Around the middle of our week-long trip to Ireland, we spent a morning at the Flying Boat Museum in Foynes, near Limerick. I know almost nothing about seaplanes, except what I learned when visiting the Spruce Goose when it was still in Long Beach, CA, when I was a kid. So this museum didn’t sound that interesting to me when I first read about it in our itinerary, but it turned out to be one of my favorite excursions.
Because Foynes is situated on a large, calm harbor, it was a natural choice for a flying boat airport. In 1939, this small town (population: around 600!) was where the first commercial passenger flight direct from the USA to Europe landed. The Pan Am Yankee Clipper touched down on July 9 of that year. The museum is housed in the original terminal building, and a full-scale replica of the Yankee Clipper was built for the museum in 2006.

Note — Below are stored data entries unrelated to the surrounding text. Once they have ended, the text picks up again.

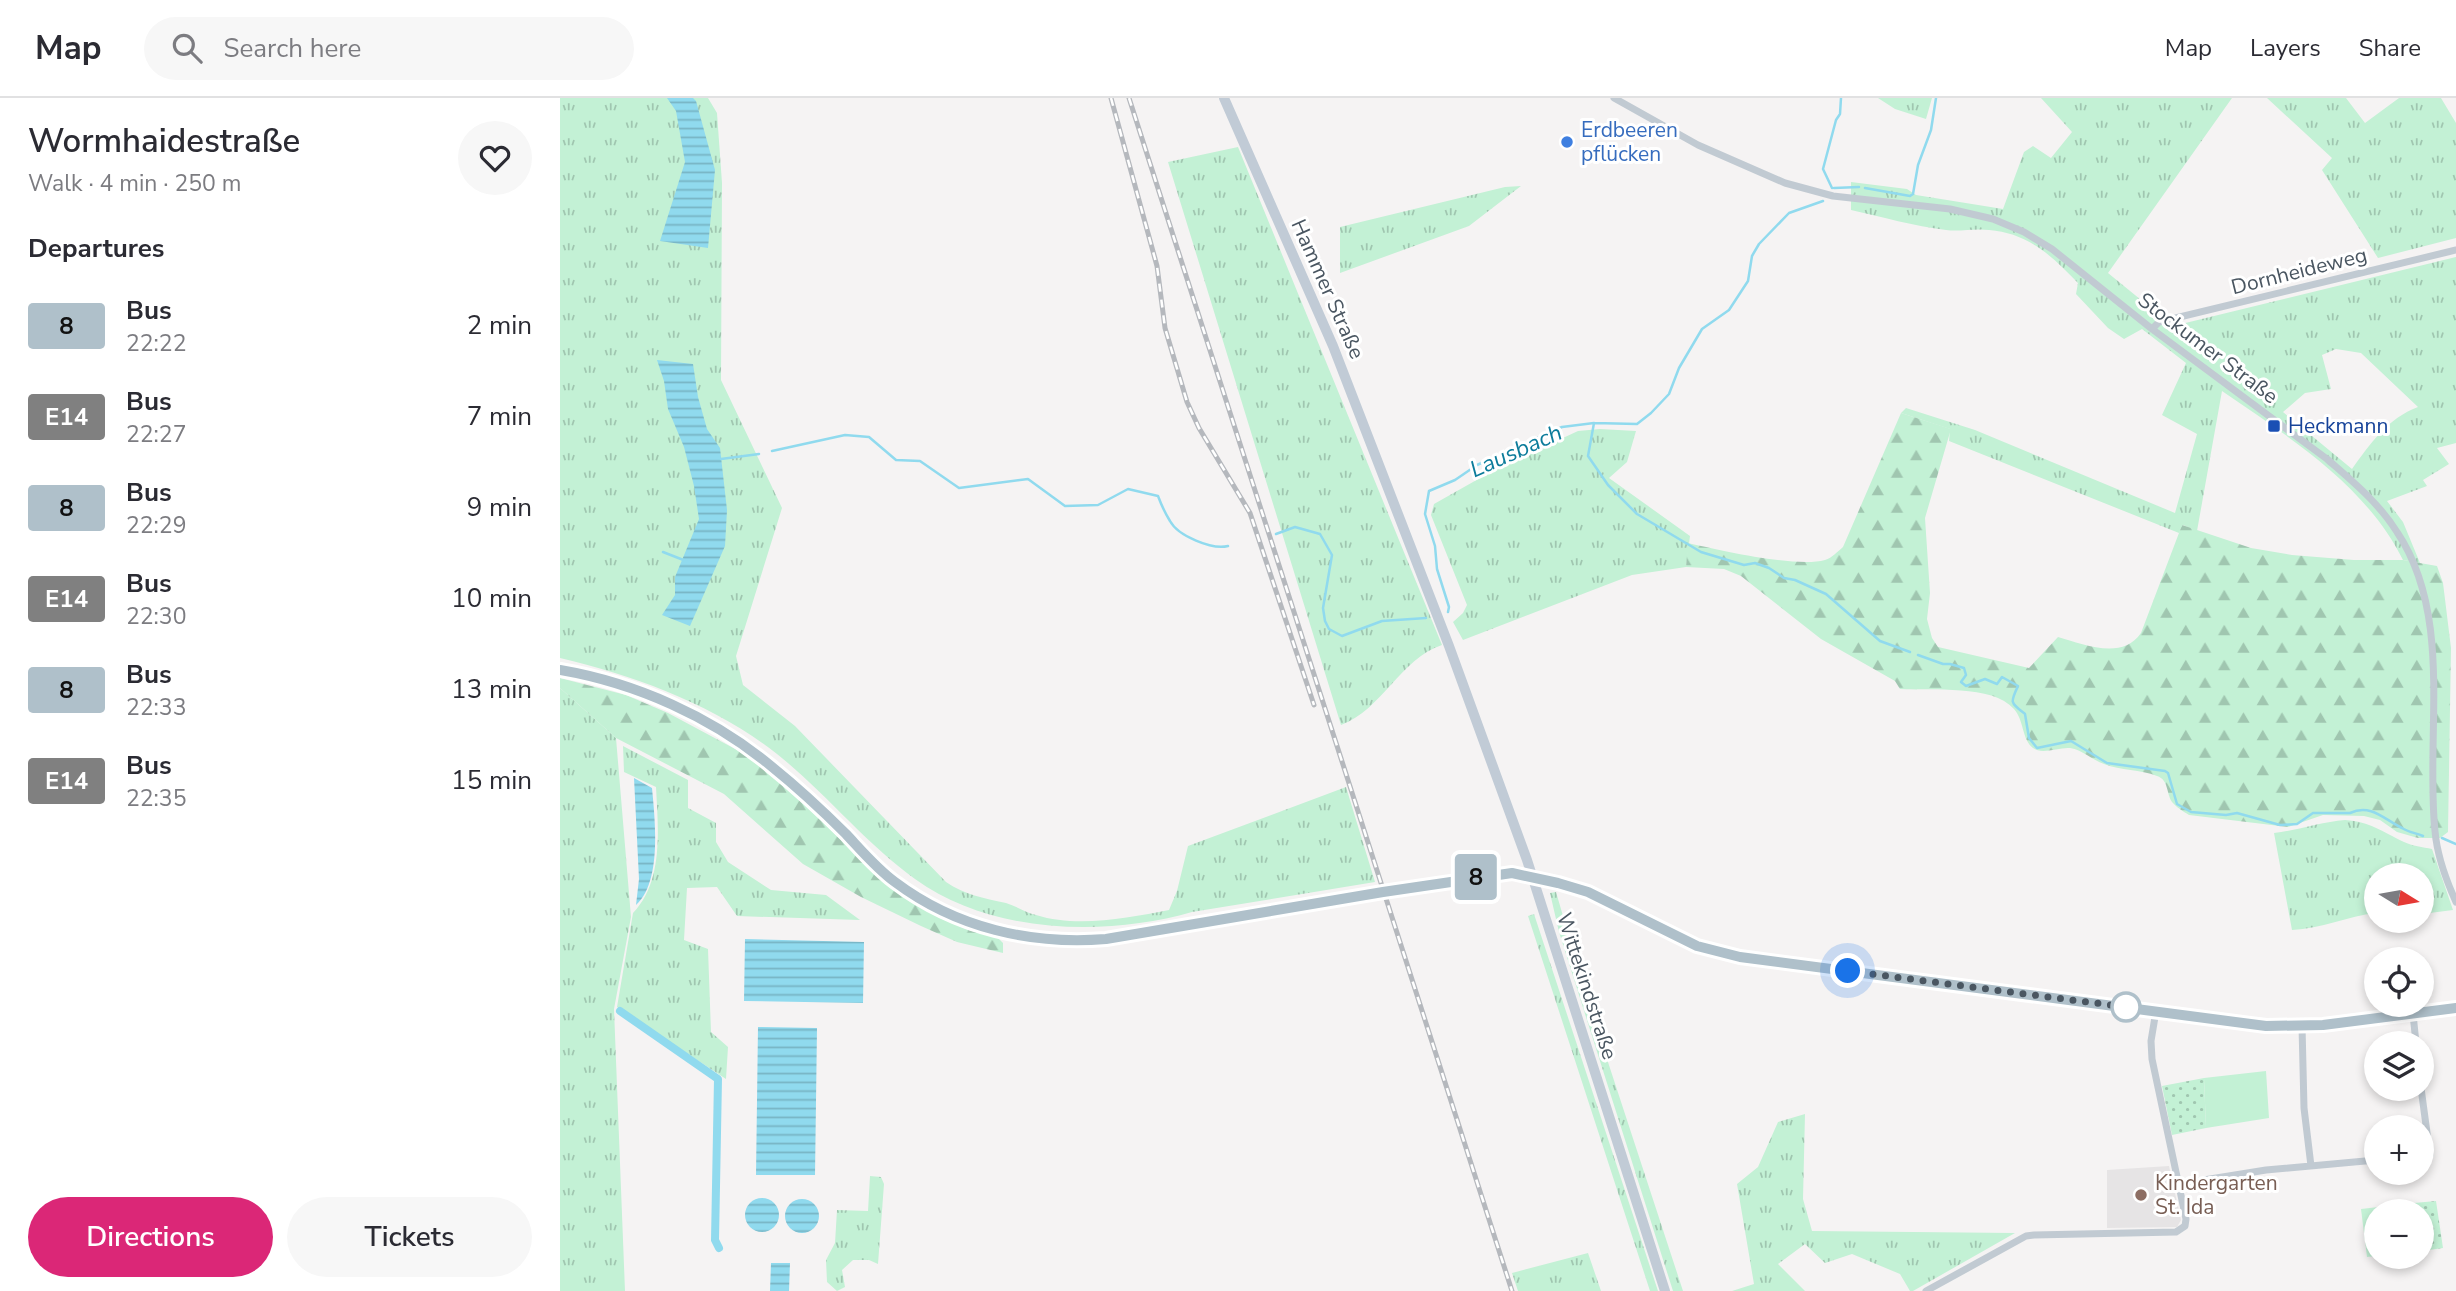 <!DOCTYPE html>
<html lang="en">
<head>
<meta charset="utf-8">
<style>
	:root { --surface:#fff; --page:#f7f7f7; --text:#2b2b33; --muted:#7c7c81; --line:#e1e1e2; --accent:#db2777 }
	body { margin:0; font-family:"Nunito Sans",sans-serif; background:var(--page); color:var(--text); height:100vh; display:flex; flex-direction:column; font-size:26px; white-space:nowrap }
	* { box-sizing:border-box; margin:0 }
	p { font-size:23px; color:var(--muted) }
	.icon { flex:none; width:38px; height:38px; fill:none; stroke:currentColor; stroke-width:2; stroke-linecap:round; stroke-linejoin:round }
	.map { position:relative; flex:1; overflow:hidden }
	.drawer { display:flex; flex-direction:column; background:var(--surface); width:560px }
	.drawer>* { flex:none }
	.badge { padding:0 14px; border-radius:5px; font-size:24px; line-height:46px }
	.needle { width:46px; rotate:101deg }
	.buttons { position:absolute; left:1804px; top:765px; display:grid; gap:14px }
	.buttons a { display:grid; place-items:center; width:70px; height:70px; border-radius:50%; background:var(--surface); box-shadow:0 4px 10px #0003; font-size:35px }
	.you { position:absolute; width:35px; height:35px; margin:-18px; border:5px solid #fff; border-radius:50%; background:#1a73e8; box-shadow:0 0 0 10px #1a73e833 }
	.map>.badge { position:absolute; translate:-50% -50%; box-shadow:0 0 0 4px #fff }
	h2 { padding:0 28px; font-size:26px; line-height:63px }
	.round { display:grid; place-items:center; flex:none; width:74px; height:74px; border-radius:37px; background:var(--page) }
	.headline { display:flex; align-items:center; justify-content:space-between; height:119px; padding:0 28px }
	h1 { font-size:33px; font-weight:600; line-height:52px }
	.action { display:flex; gap:14px; margin-top:auto; padding:14px 28px }
	.action a { flex:1; height:80px; border-radius:42px; background:var(--accent); color:#fff; font-size:28px; font-weight:600; line-height:80px; text-align:center }
	.action a+a { background:var(--page); color:var(--text) }
	ul { padding:0; list-style:none }
	li { display:flex; align-items:center; gap:21px; height:91px; padding:0 28px }
	li div { flex:1 }
	li b { display:block; font-size:26px }
	li em { font-style:normal }
	li .badge { min-width:77px; font-weight:700; text-align:center }
	header { display:flex; align-items:center; gap:42px; box-sizing:border-box; height:98px; padding:0 35px; background:var(--surface); border-bottom:2px solid var(--line) }
	header strong { font-size:33px }
	nav { display:flex; gap:38px; margin-inline-start:auto; font-size:24px }
	.search { width:490px; height:63px; background:var(--page); display:flex; align-items:center; gap:18px; box-sizing:border-box; padding:0 24px; border-radius:38px; color:var(--muted); font-size:26px }
	main { display:flex; flex:1; min-height:0 }
	.map>svg:first-child { display:block }
</style>
</head>
<body>
<header>
<strong>Map</strong>
<div class="search"><svg class="icon" aria-label="search" viewBox="0 0 24 24"><circle cx="10" cy="10" r="6"/><path d="M15 15l6 6"/></svg>Search here</div>
<nav><a>Map</a><a>Layers</a><a>Share</a></nav>
</header>
<main>
<section class="drawer">
<div class="headline"><div><h1>Wormhaidestraße</h1><p>Walk · 4 min · 250 m</p></div><a class="round"><svg class="icon" aria-label="heart" viewBox="0 0 24 24"><path d="M12 20l-8-8c-3-5 5-10 8-4 3-6 11-1 8 4z"/></svg></a></div>
<h2>Departures</h2>
<ul>
<li><span class="badge" style="background:#afc0ca;color:#111">8</span><div><b>Bus</b><p>22:22</p></div><em>2 min</em></li>
<li><span class="badge" style="background:#808080;color:#fff">E14</span><div><b>Bus</b><p>22:27</p></div><em>7 min</em></li>
<li><span class="badge" style="background:#afc0ca;color:#111">8</span><div><b>Bus</b><p>22:29</p></div><em>9 min</em></li>
<li><span class="badge" style="background:#808080;color:#fff">E14</span><div><b>Bus</b><p>22:30</p></div><em>10 min</em></li>
<li><span class="badge" style="background:#afc0ca;color:#111">8</span><div><b>Bus</b><p>22:33</p></div><em>13 min</em></li>
<li><span class="badge" style="background:#808080;color:#fff">E14</span><div><b>Bus</b><p>22:35</p></div><em>15 min</em></li>
</ul>
<div class="action"><a>Directions</a><a>Tickets</a></div>
</section>
<div class="map">
<svg width="1896" height="1193" viewBox="0 0 1896 1193">
	<defs>
		<pattern id="grass-tufts" width="24" height="20" patternUnits="userSpaceOnUse" patternTransform="scale(1.75)"><rect width="24" height="20" fill="#c3f1d5"/><path d="M3 7l-1-3M5 7V3M7 7l1-3M15 17l-1-3M17 17v-4M19 17l1-3" fill="none" stroke="#a0c6b0"/></pattern>
		<pattern id="forest-firs" width="22" height="20" patternUnits="userSpaceOnUse" patternTransform="scale(1.75)"><rect width="22" height="20" fill="#c3f1d5"/><path d="M5 1l3.5 6h-7zM16 11l3.5 6h-7z" fill="#a0c6b0"/></pattern>
		<pattern id="park-dots" width="8" height="8" patternUnits="userSpaceOnUse" patternTransform="scale(1.75)"><rect width="8" height="8" fill="#c3f1d5"/><path d="M2 2h.1M6 6h.1" fill="none" stroke="#a0c6b0" stroke-width="1.8" stroke-linecap="round"/></pattern>
		<pattern id="water-rules" width="6" height="5" patternUnits="userSpaceOnUse" patternTransform="scale(1.75)"><rect width="6" height="5" fill="#90daee"/><path d="M0 2.5h6" fill="none" stroke="#78b4c4"/></pattern>
	</defs>
	<rect width="100%" height="100%" fill="#f5f3f3"/>
	<path fill="#e6e4e5" d="M1609,1068L1621,1122L1617,1129L1547,1130V1072Z"/>
	<path fill="url(#grass-tufts)" fill-rule="evenodd" d="M0,0H148L157,15L162,85L161,282L222,410L176,558L183,587L235,628L386,784C405,797 423,800 446,805C456,808 465,814 476,817C517,830 568,820 609,812L617,793L628,748L786,689L815,784L632,814C545,839 431,836 355,781C305,745 266,695 217,656C155,607 76,578 0,560Z
		M1318,0H1372L1366,21L1335,11Z
		M1481,0H1672L1548,175L1613,228L1896,159V345L1877,350L1889,366L1863,382L1867,388L1827,403L1843,424L1860,465L1843,462C1805,386 1730,340 1662,293L1637,433L1623,427L1619,435L1389,343L1390,331L1341,315L1346,310L1415,332L1615,415L1637,336L1602,317L1626,265L1582,231L1564,241L1548,230L1516,196L1518,185C1492,158 1468,135 1429,132C1414,130 1400,134 1386,132C1354,128 1322,119 1291,112V84L1347,91L1356,97L1443,111L1464,54L1473,48L1491,60L1512,34ZM1776,251L1801,255L1858,309C1828,320 1810,346 1792,371L1723,314L1745,295L1771,291L1762,257Z
		M1707,0H1786L1805,25L1839,0H1881L1896,25V140L1818,160L1762,72L1772,60Z
		M678,49L882,547C840,561 822,612 781,627L608,64Z
		M961,88L909,128L780,175V129L945,89Z
		M1040,331L1076,333L1067,364L1049,380L1130,438L1126,469L1072,477L903,542L893,524L903,515L907,507L871,417L874,406L936,371L1018,333Z
		M0,590L56,640L71,819L54,911L65,1193H0Z
		M63,648L128,682V710L156,725V744L168,764L211,792L266,797L300,822L177,818L157,789L127,790L124,842L148,851L151,934L168,949L166,981L57,909L73,815C104,783 98,730 96,689L64,674Z
		M1785,722C1811,724 1821,733 1844,744C1852,748 1863,749 1872,751L1893,812L1862,816V777H1816V815C1788,818 1761,831 1732,832L1714,735C1739,732 1761,724 1785,722Z
		M996,794L1027,900L1123,1193H1113L999,834L990,795Z
		M974,816L1098,1193H1090L968,818Z
		M1245,1016L1243,1101L1252,1133L1455,1135L1353,1193H1350L1340,1176L1292,1156L1265,1165L1245,1146L1218,1166L1245,1193H1172L1194,1186L1177,1086L1198,1069L1218,1024Z
		M310,1078L321,1079L324,1086L318,1166L309,1162H293L282,1172L285,1189L277,1193L267,1184L266,1162L275,1145L277,1112L308,1113Z
		M1028,1155L1041,1193H958L952,1175Z"/>
	<path fill="url(#forest-firs)" d="M1341,315L1391,331L1365,420L1370,495L1367,521L1372,540L1378,549L1469,570L1498,539C1523,546 1562,563 1581,535L1622,427L1691,450L1732,457L1794,462H1843L1877,468L1883,485L1891,550L1888,734L1880,740H1858L1837,734L1820,722L1804,718L1763,717L1728,729L1629,717C1623,713 1617,710 1612,704C1606,695 1609,682 1597,678C1580,671 1561,673 1544,666C1532,662 1523,652 1510,650C1499,649 1482,657 1473,650C1462,642 1464,622 1454,611C1432,586 1372,593 1340,591L1335,583L1261,541L1181,478L1164,471L1126,469L1128,445C1159,452 1236,470 1265,462C1272,460 1278,453 1283,449Z
		M0,580L66,597L108,615L179,653L216,679L332,791L380,820L411,833L435,837L443,845V855L397,844L361,828L301,799L243,766L164,696L56,640L0,590Z"/>
	<path fill="url(#park-dots)" d="M1644,980L1646,1030L1612,1037L1602,988Z
		M1876,1103L1883,1150L1862,1153V1113H1855L1854,1105Z"/>
	<path fill="#c3f1d5" d="M1706,973L1709,1020L1646,1030L1644,980Z
		M1854,1105L1855,1113H1816V1158L1807,1159L1801,1111Z"/>
	<path fill="url(#water-rules)" d="M107,0H133L136,3L155,72L148,150L100,143L125,64L116,13Z
		M97,262L133,266L138,299L147,331L160,350L167,412L165,448L130,528L102,517L115,497V479L139,421L134,388L124,349L108,311L104,283Z
		M74,680L92,690C95,722 102,784 76,807L79,781Z
		M185,841L304,844L303,905L184,903Z
		M198,929L257,930L255,1077H196Z
		M185 1117a17 17 0 1 1 34 0a17 17 0 1 1-34 0Z
		M225 1118a17 17 0 1 1 34 0a17 17 0 1 1-34 0Z
		M211,1165H230L229,1193H210Z"/>
	<g fill="none" stroke-linecap="round" stroke-linejoin="round">
		<path stroke="#90daee" stroke-width="2.5" d="M1272,90L1263,71L1276,22L1280,16L1281,0
			M1274,90L1299,89
			M1305,90L1350,98L1353,96L1358,67L1371,32L1376,0
			M1034,325L1028,358L1048,387L1077,416L1141,454L1184,467L1195,465L1209,470L1224,480L1235,482L1266,496L1320,543L1350,554
			M212,353L285,337L309,339L336,362L360,363L399,390L468,381L505,408L538,407L568,391L598,398C601,406 605,415 610,423C618,438 652,452 668,448
			M161,361L199,356
			M716,436L735,429L760,436L772,457L763,510L765,523L769,531L782,538L822,523L866,520
			M103,454L126,463
			M888,514L889,509L877,471L875,448L865,416L869,393L895,382L917,367L1002,329L1034,325L1077,326L1091,315L1109,296L1119,270L1142,231L1169,212L1188,183L1192,158L1199,146L1229,115L1263,103
			M1358,557L1383,566H1390L1404,570L1406,577L1401,584L1406,588L1425,581L1437,586L1442,579L1458,588C1450,605 1450,604 1465,616L1469,640L1477,650L1511,643L1547,665L1605,673L1608,675L1617,706L1631,714L1666,717L1677,715L1720,727L1737,726L1753,715H1790C1811,705 1825,722 1842,730C1848,734 1856,735 1863,738
			M1882,740L1896,746"/>
		<path stroke="#90daee" stroke-width="8" d="M60,913L158,981L155,1142L159,1150"/>
		<path stroke="#c1cad2" stroke-width="7" d="M1054,0L1138,47L1225,85L1273,98L1390,111L1433,121L1464,134L1492,151L1592,231L1767,361C1792,383 1819,405 1837,434C1894,519 1865,637 1875,733C1877,757 1886,782 1896,804
			M1592,231L1599,224L1896,152
			M1853,916L1856,945
			M1742,928L1744,1010L1751,1068
			M1861,990L1870,1057L1862,1058
			M1619,1086L1706,1072L1816,1062
			M1366,1193L1466,1138L1474,1137L1616,1134L1625,1128L1626,1121L1592,961L1591,943L1596,913"/>
		<path stroke="#c1cbd6" stroke-width="10" d="M664,0L773,248L889,548L967,762L1105,1193
			M0,572C76,585 152,619 211,668C234,687 257,707 278,728C296,747 314,769 335,784C397,831 470,847 546,841L823,794L952,775L998,784L1028,794L1137,848L1180,859L1706,928L1763,927L1896,910"/>
		<g stroke="#b5b8bd" stroke-width="5">
			<path id="rail" d="M551,0L597,168L605,230L627,304L639,330L690,415L754,607
				M569,0L952,1193"/>
		</g>
		<use href="#rail" stroke="#fff" stroke-width="2.5" stroke-dasharray="8" stroke-linecap="butt"/>
	</g>
	<g fill="none" stroke-linecap="round" stroke-linejoin="round">
		<g stroke="#fff" stroke-width="16">
			<path id="line" d="M0,572C76,585 152,619 211,668C237,689 262,712 286,736C301,752 317,771 335,784C396,830 471,847 546,841L823,794L952,775L998,785L1028,794L1137,848L1180,859L1706,928L1763,927L1896,910"/>
		</g>
		<use href="#line" stroke="#afc0ca" stroke-width="10"/>
		<path stroke="#4a5661" stroke-width="7" stroke-dasharray="0 12.6" d="M1288,873L1566,909"/>
	</g>
	<circle fill="#3f7fe0" stroke="#fff" stroke-width="2.5" cx="1007" cy="44" r="7"/>
	<rect fill="#1a4fb4" stroke="#fff" stroke-width="2.5" x="1707" y="321" width="14" height="14" rx="3.5"/>
	<circle fill="#fff" stroke="#afc0ca" stroke-width="3.5" cx="1566" cy="909" r="14"/>
	<circle fill="#8d6e63" stroke="#fff" stroke-width="2.5" cx="1581" cy="1097" r="7"/>
	<g text-anchor="middle" dominant-baseline="central" stroke-width="6" stroke-linejoin="round" paint-order="stroke">
		<g font-size="21" fill="#366cbe" stroke="#fff" text-anchor="start">
			<text x="1021" y="32">Erdbeeren<tspan x="1021" dy="24">pflücken</tspan></text>
		</g>
		<g font-size="21" fill="#4a5661" stroke="#fff">
			<text transform="translate(1739 173) rotate(-14)">Dornheideweg</text>
			<text transform="translate(768 191) rotate(66)">Hammer Straße</text>
			<text transform="translate(1648 250) rotate(37)">Stockumer Straße</text>
			<text transform="translate(1027 888) rotate(72)">Wittekindstraße</text>
		</g>
		<g font-size="21" fill="#164399" stroke="#fff" text-anchor="start">
			<text x="1728" y="328">Heckmann</text>
		</g>
		<g font-size="21" fill="#785e54" stroke="#fff" text-anchor="start">
			<text x="1595" y="1085">Kindergarten<tspan x="1595" dy="24">St. Ida</tspan></text>
		</g>
		<g font-size="23" font-style="italic" fill="#0c7c9b" stroke="#fff">
			<text transform="translate(956 353) rotate(-24)">Lausbach</text>
		</g>
	</g>
</svg>
<div class="buttons">
<a><svg class="needle" viewBox="-14 -14 28 28"><path d="M0-13l5 13h-10z" fill="#e53935"/><path d="M0 13l5-13h-10z" fill="#7c7c81"/></svg></a>
<a><svg class="icon" aria-label="locate" viewBox="0 0 24 24"><circle cx="12" cy="12" r="6"/><path d="M12 2v4M12 18v4M2 12h4M18 12h4"/></svg></a>
<a><svg class="icon" aria-label="layers" viewBox="0 0 24 24"><path d="M12 4l9 5-9 5-9-5zM3 14l9 5 9-5"/></svg></a>
<a>+</a>
<a>−</a>
</div>
<div class="you" style="left:1288px;top:873px"></div>
<b class="badge" style="left:916px;top:779px;background:#afc0ca;color:#111">8</b>
</div>
</main>
</body>
</html>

One thing that struck me when inside the Clipper replica was how luxurious air travel was in the late 30s and 40s. The dining room, with its white cloth-covered tables, must have been modeled after dining cars on trains. The seats in the cabin were wide and comfy-looking, and two facing seats could be extended to make a bed. Every passenger had his own bed. I mean, the kind of bed you can actually lie down on. You could pretty much bring whatever luggage you wanted on board too. Those were the days when people traveled with trunks and didn’t have to worry about cramming everything inside carry-on bags. I’m tall, so one of the hardest things about flying for me is the lack of leg room. I could really get used to travelling on the Yankee Clipper. Of course, the price of a ticket could probably buy you a small house.
It was damp and chilly inside, and the woman showing us the replica said the plane was very cold in flight. It smelled a little musty too. Flights were long by today’s standards. A flight from Foynes to New York took 25 hours, 40 minutes.
Foynes is also the birthplace of Irish Coffee. The chef in the terminal’s coffee shop, Joe Sheridan, noticed how cold passengers were in the waiting room. He decided to warm everyone up by fortifying coffee with Irish whiskey. After we walked through the replica, we had a demonstration of how to make Irish Coffee, and my friend and I drank one. Boy, does it work.